*** Opening of Exercise data ***

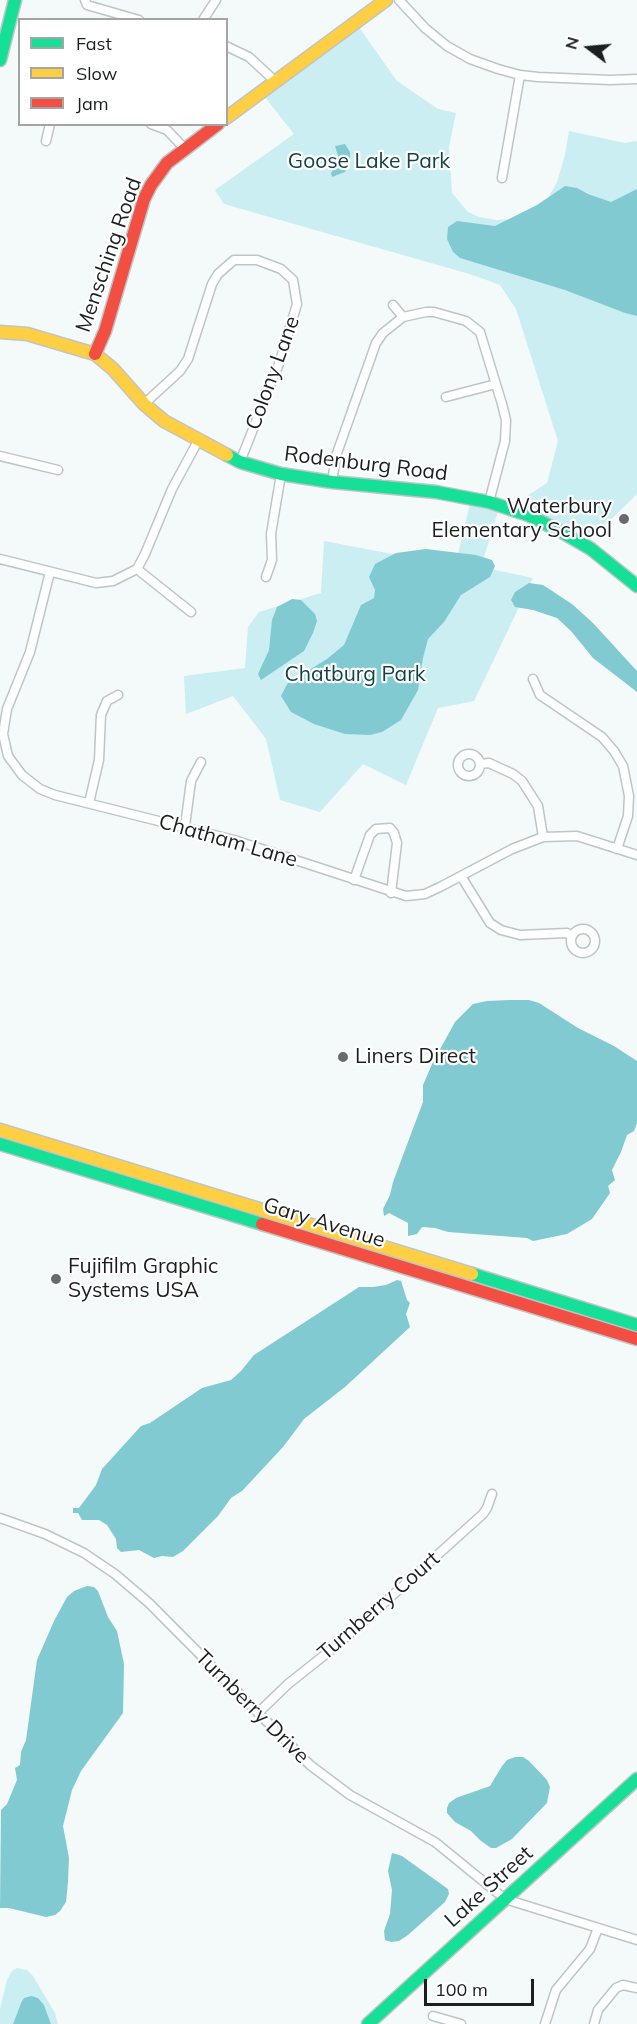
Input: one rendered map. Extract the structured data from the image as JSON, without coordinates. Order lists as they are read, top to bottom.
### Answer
{
  "streets": {
    "main road": [
      "Mensching Road",
      "Rodenburg Road",
      "Gary Avenue",
      "Lake Street"
    ],
    "street": [
      "Colony Lane",
      "Chatham Lane",
      "Turnberry Court",
      "Turnberry Drive"
    ]
  },
  "crossings": [
    ["Mensching Road", "Rodenburg Road"],
    ["Colony Lane", "Rodenburg Road"],
    ["Turnberry Court", "Turnberry Drive"],
    ["Turnberry Drive", "Lake Street"]
  ],
  "parks": ["Goose Lake Park", "Chatburg Park"],
  "places": ["Waterbury Elementary School", "Liners Direct", "Fujifilm Graphic Systems USA"],
  "legend": ["Fast", "Slow", "Jam"],
  "scale_bar": "100 m",
  "north": "left"
}
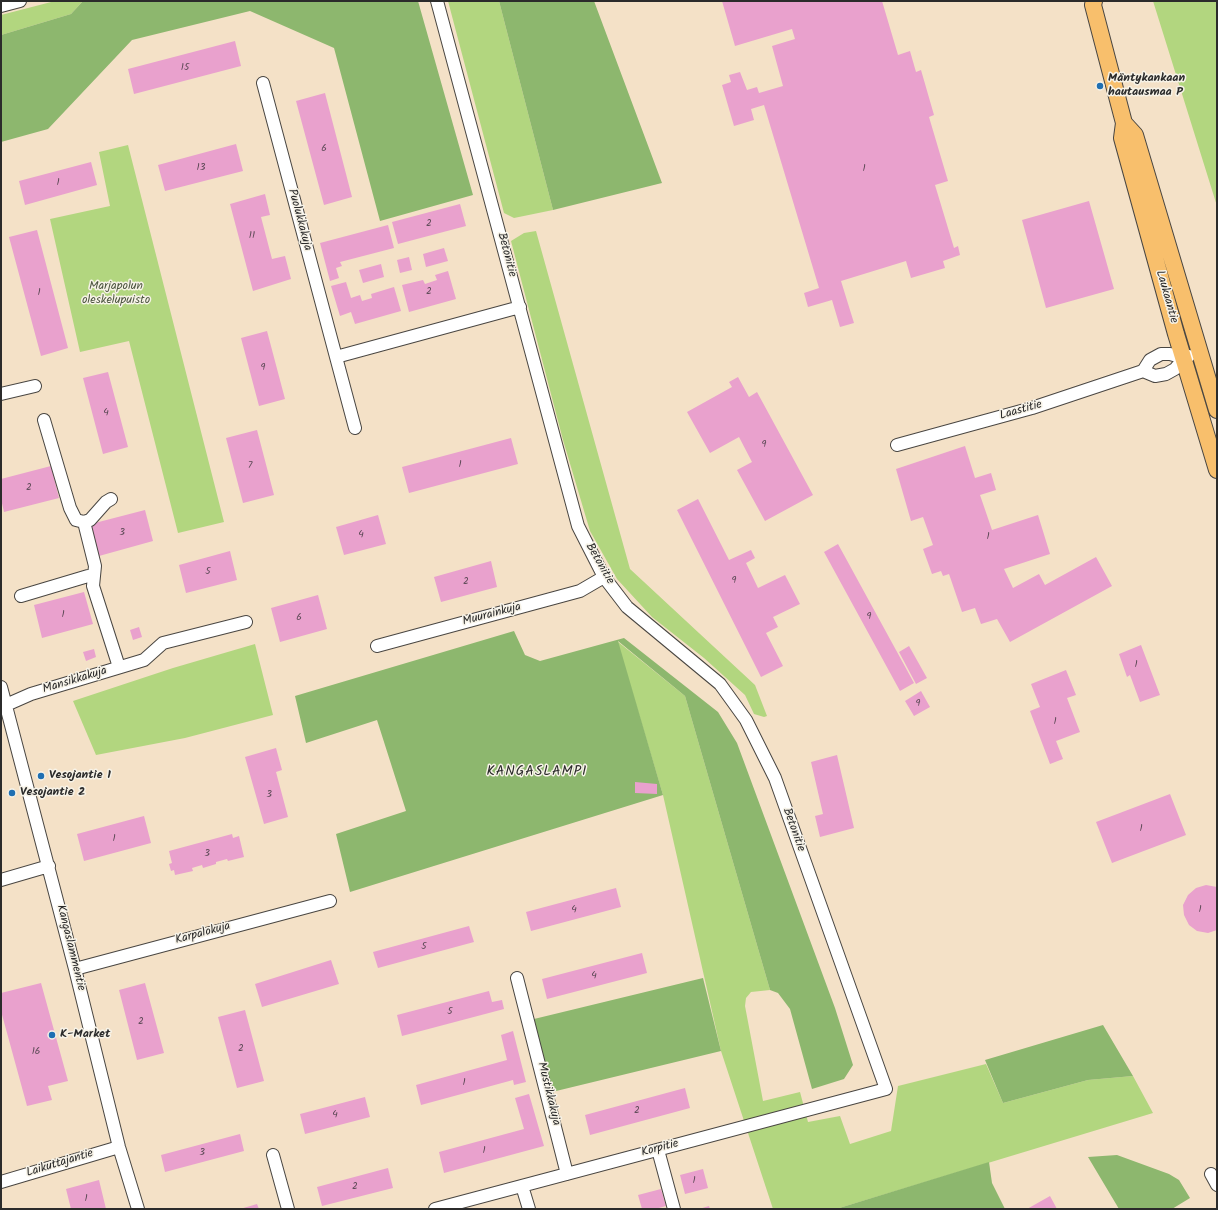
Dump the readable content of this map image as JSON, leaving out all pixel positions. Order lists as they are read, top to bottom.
{
  "streets": {
    "main road": ["Laukaantie"],
    "street": [
      "Puolukkakuja",
      "Betonitie",
      "Laastitie",
      "Muurainkuja",
      "Mansikkakuja",
      "Karpalokuja",
      "Kangaslammentie",
      "Mustikkakuja",
      "Korpitie",
      "Laikuttajantie"
    ]
  },
  "crossings": [
    ["Betonitie", "Muurainkuja"],
    ["Betonitie", "Korpitie"],
    ["Laukaantie", "Laastitie"],
    ["Mansikkakuja", "Kangaslammentie"],
    ["Karpalokuja", "Kangaslammentie"],
    ["Kangaslammentie", "Laikuttajantie"],
    ["Mustikkakuja", "Korpitie"]
  ],
  "districts": ["KANGASLAMPI"],
  "parks": ["Marjapolun oleskelupuisto"],
  "places": [
    "Mäntykankaan hautausmaa P",
    "Vesojantie 1",
    "Vesojantie 2",
    "K-Market"
  ],
  "house_numbers": [
    "15",
    "6",
    "13",
    "1",
    "1",
    "2",
    "11",
    "2",
    "1",
    "9",
    "4",
    "9",
    "1",
    "7",
    "2",
    "3",
    "4",
    "1",
    "5",
    "9",
    "2",
    "1",
    "9",
    "6",
    "1",
    "9",
    "1",
    "3",
    "1",
    "1",
    "3",
    "4",
    "1",
    "5",
    "4",
    "5",
    "2",
    "2",
    "16",
    "1",
    "2",
    "4",
    "1",
    "3",
    "1",
    "2",
    "1"
  ]
}
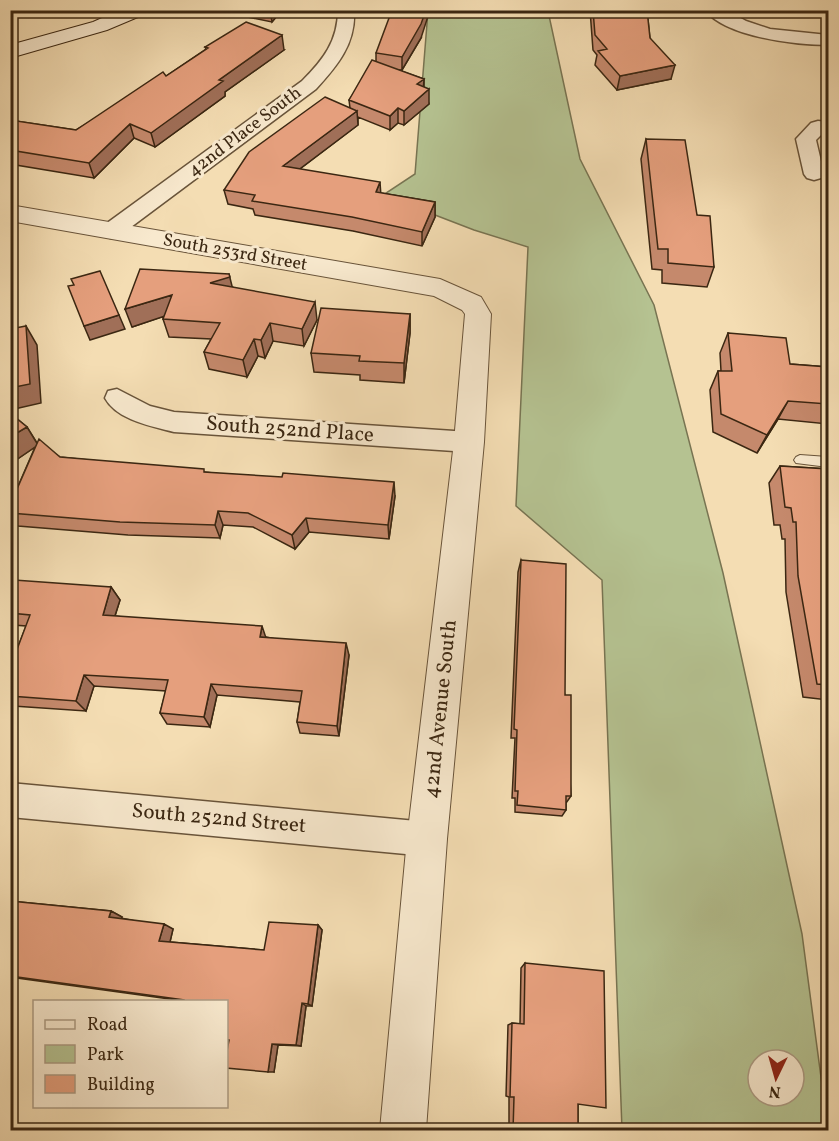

*** Close of Exercise data ***

_What is expected_:
Count each line above with "Kangaslammentie"; write only the number.

_Reply_:
4